To talk about the twenty amino acids that make up the protein structures and the modified ones, it would be necessary to describe at least twelve specialized metabolic pathways.
But why do cells use so many metabolic pathways that require energy (for example to regenerate the catalytic sites of enzymes), each with an enzymatic patrimony, to catabolize amino acids? From almost all amino acids it is possible to obtain, through specialized pathways, metabolites which are in small part used to produce energy (for example, through gluconeogenesis and the pathway of ketone bodies) but which, above all, lead to the formation of complex molecules, with a high number of carbon atoms (for example from phenylalanine and tyrosine, hormones are produced in the adrenal glands which are specialized for this purpose); if on the one hand it would be simple to produce energy from amino acids, on the other it would be complicated to build complex molecules starting from small molecules: the catabolism of amino acids allows them to exploit their skeleton to obtain larger species.

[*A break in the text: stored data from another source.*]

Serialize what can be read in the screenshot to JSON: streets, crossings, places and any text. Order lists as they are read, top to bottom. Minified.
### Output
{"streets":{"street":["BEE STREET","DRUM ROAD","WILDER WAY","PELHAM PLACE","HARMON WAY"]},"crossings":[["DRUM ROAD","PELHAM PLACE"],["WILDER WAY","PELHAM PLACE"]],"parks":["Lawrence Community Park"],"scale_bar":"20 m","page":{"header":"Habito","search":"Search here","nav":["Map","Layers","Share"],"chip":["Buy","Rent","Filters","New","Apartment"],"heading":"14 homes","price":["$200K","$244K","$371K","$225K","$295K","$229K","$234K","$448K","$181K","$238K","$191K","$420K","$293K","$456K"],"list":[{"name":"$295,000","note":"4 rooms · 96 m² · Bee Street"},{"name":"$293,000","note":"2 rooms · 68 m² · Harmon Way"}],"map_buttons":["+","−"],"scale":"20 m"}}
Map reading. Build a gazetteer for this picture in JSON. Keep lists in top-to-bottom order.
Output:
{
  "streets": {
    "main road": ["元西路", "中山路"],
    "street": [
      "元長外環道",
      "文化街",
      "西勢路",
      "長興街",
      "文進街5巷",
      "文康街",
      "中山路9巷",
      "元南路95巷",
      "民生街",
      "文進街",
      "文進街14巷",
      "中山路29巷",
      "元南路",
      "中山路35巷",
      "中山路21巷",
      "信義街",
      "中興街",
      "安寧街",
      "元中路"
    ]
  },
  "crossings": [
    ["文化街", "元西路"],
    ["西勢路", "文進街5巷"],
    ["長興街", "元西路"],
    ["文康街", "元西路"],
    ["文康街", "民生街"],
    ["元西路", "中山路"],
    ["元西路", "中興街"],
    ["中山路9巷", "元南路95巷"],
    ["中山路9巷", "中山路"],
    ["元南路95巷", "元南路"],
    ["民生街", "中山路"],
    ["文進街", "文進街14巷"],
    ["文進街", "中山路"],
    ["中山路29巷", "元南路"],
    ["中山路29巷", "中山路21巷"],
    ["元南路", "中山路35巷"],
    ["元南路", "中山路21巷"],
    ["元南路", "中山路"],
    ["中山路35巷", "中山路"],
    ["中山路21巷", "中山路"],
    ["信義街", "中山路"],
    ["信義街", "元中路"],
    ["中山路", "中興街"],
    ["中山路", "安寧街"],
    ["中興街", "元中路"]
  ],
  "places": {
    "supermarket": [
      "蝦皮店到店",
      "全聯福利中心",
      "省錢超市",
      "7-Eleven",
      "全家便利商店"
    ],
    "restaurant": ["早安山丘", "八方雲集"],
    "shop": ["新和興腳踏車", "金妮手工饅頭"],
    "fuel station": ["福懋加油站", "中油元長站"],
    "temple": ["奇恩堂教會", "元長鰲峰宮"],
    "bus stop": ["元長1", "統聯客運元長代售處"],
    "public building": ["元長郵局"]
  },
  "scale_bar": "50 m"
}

Two or three hectograms of amino acids are degraded daily by a healthy individual: 60-100 g of them derive from the proteins introduced with the diet but over 2 hectograms are obtained from the normal turnover of proteins that are an integral part of the organism (amino acids of these proteins, which are damaged by redox processes, are replaced by others and catabolized).
Amino acids give an energy supply in terms of ATP: after removing the α-amino group, the remaining carbonaceous skeleton of amino acids, following suitable transformations, can enter the krebs cycle. Furthermore, when the supply of nutrients is deficient and the quantity of glucose decreases, gluconeogenesis is activated: gluconeogenetic amino acids are called those which, after appropriate modifications, can be introduced into gluconeogenesis; gluconeogenetic amino acids are those that can be converted into pyruvate or in fumarate (fumarate can be converted into malate that leaves the mitochondrion and, in the cytoplasm, is transformed into oxaloacetate from which phosphoenol pyruvate can be obtained). vinegar-acetate.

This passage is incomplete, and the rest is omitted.